A modelagem econômica da Bloomberg traçou dois caminhos. Se o conflito durar semanas e o Estreito permanecer bloqueado, o petróleo se estabiliza perto de cento e dez dólares o barril. Nesse cenário, o PIB da zona do euro e do Reino Unido contrai cerca de meio ponto percentual, a inflação sobe cerca de um ponto e os Estados Unidos veem a inflação ficar zero vírgula sete ponto acima da trajetória pré-guerra.

Se o conflito se estender por três meses, o petróleo pode chegar a cento e setenta dólares. Todos os danos praticamente dobram. A OMC alertou que sua projeção de crescimento de um vírgula nove por cento no comércio global de mercadorias para dois mil e vinte e seis está ameaçada.

Em vinte e quatro de março, Trump estendeu o prazo de reabertura do Estreito por cinco dias, citando negociações em andamento. Os mercados responderam na hora: o petróleo caiu, ações subiram, títulos do tesouro recuaram. A reação confirmou o que todo analista já sabia... a variável mais importante da economia global nos próximos meses não é o PIB de nenhum país, não é a taxa de juros de nenhum banco central. É se esse conflito termina em semanas ou em meses.

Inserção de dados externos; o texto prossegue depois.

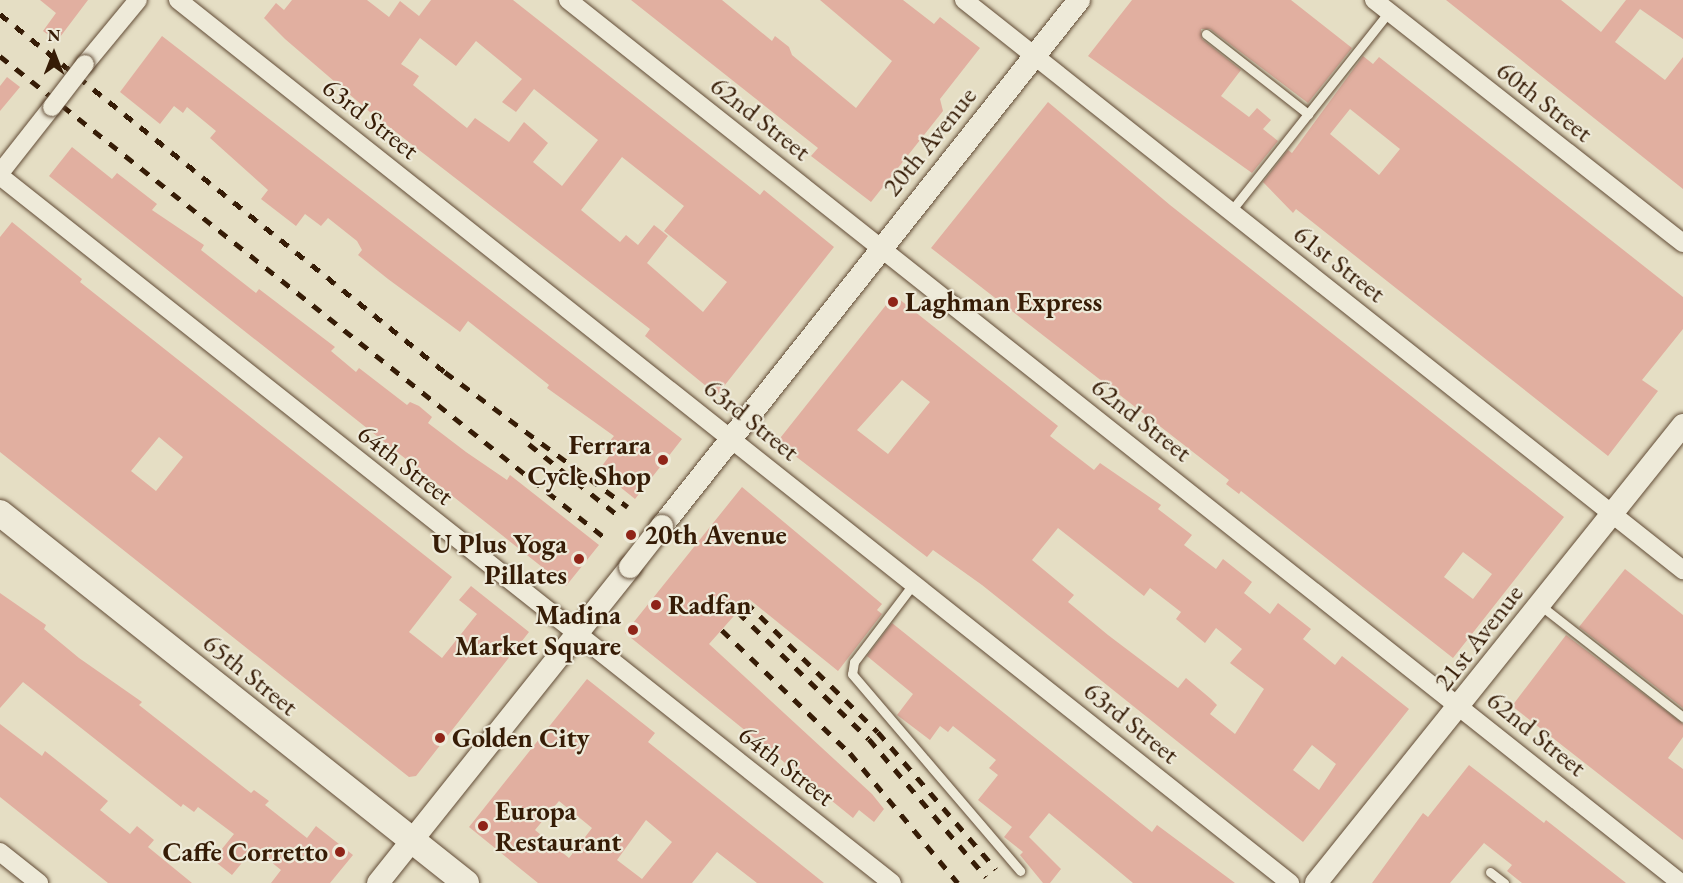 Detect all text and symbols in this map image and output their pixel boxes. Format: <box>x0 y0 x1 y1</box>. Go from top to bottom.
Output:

O que fazer com essa informação

Vamos separar em cenários.

Cenário um: resolução em semanas. Se um cessar-fogo crível surgir nas próximas duas a quatro semanas, os preços de petróleo recuam, os mercados respiram e o impacto global fica limitado a um soluço inflacionário temporário. Nesse caso, a maioria das economias absorve o choque sem mudanças estruturais. Para quem investe, a volatilidade atual pode criar oportunidades de entrada em ativos que caíram mais do que o fundamento justifica, especialmente em mercados emergentes asiáticos. Para quem consome, vale segurar grandes compras que dependem de frete ou insumos importados, esperar duas a três semanas e reavaliar.

Cenário dois: conflito se arrasta por dois a três meses. Aqui o quadro muda. A inflação se consolida, bancos centrais sobem juros com mais agressividade, o crédito encarece e o consumo desacelera. Países como Sri Lanka, Paquistão e nações da África subsaariana entram em risco real de crise fiscal. Para o Brasil, esse cenário é especialmente relevante. O país depende quase inteiramente de fertilizantes importados, e quase metade desse suprimento passa por Ormuz. Se a safra de soja de dois mil e vinte e seis e vinte e sete começar com fertilizante cinquenta por cento mais caro, o custo repassa para toda a cadeia, de ração animal a óleo de cozinha. Nesse cenário, convém revisar qualquer compromisso financeiro de longo prazo, evitar dívidas com juros variáveis e, se possível, antecipar compras de insumos antes que o repasse chegue ao varejo.

Cenário três: escalada ou ruptura prolongada. Esse é o cenário que os economistas chamam de estagflação... crescimento fraco com inflação alta, uma combinação que torna qualquer decisão política dolorosa. Se o petróleo encostar em cento e setenta dólares, o impacto no custo de vida será sentido em tudo, da passagem de ônibus à conta de luz. Nesse caso, as prioridades são conservar liquidez, evitar exposição a setores sensíveis a energia e lembrar que em toda crise de oferta, quem tem estoque vende caro e quem precisa comprar paga o preço.

Uma nota final.

Em dois mil e vinte e dois, quando a Rússia invadiu a Ucrânia e o mundo enfrentou um choque parecido de energia e fertilizantes, a alternativa foi aumentar importações do Oriente Médio. Essa porta agora está fechada. Não existe plano B equivalente. A resiliência do sistema global de alimentos está sendo testada pela segunda vez em quatro anos, e desta vez, a rede de segurança é mais fina.

Cada semana adicional de conflito não soma danos de forma linear. Ela os multiplica.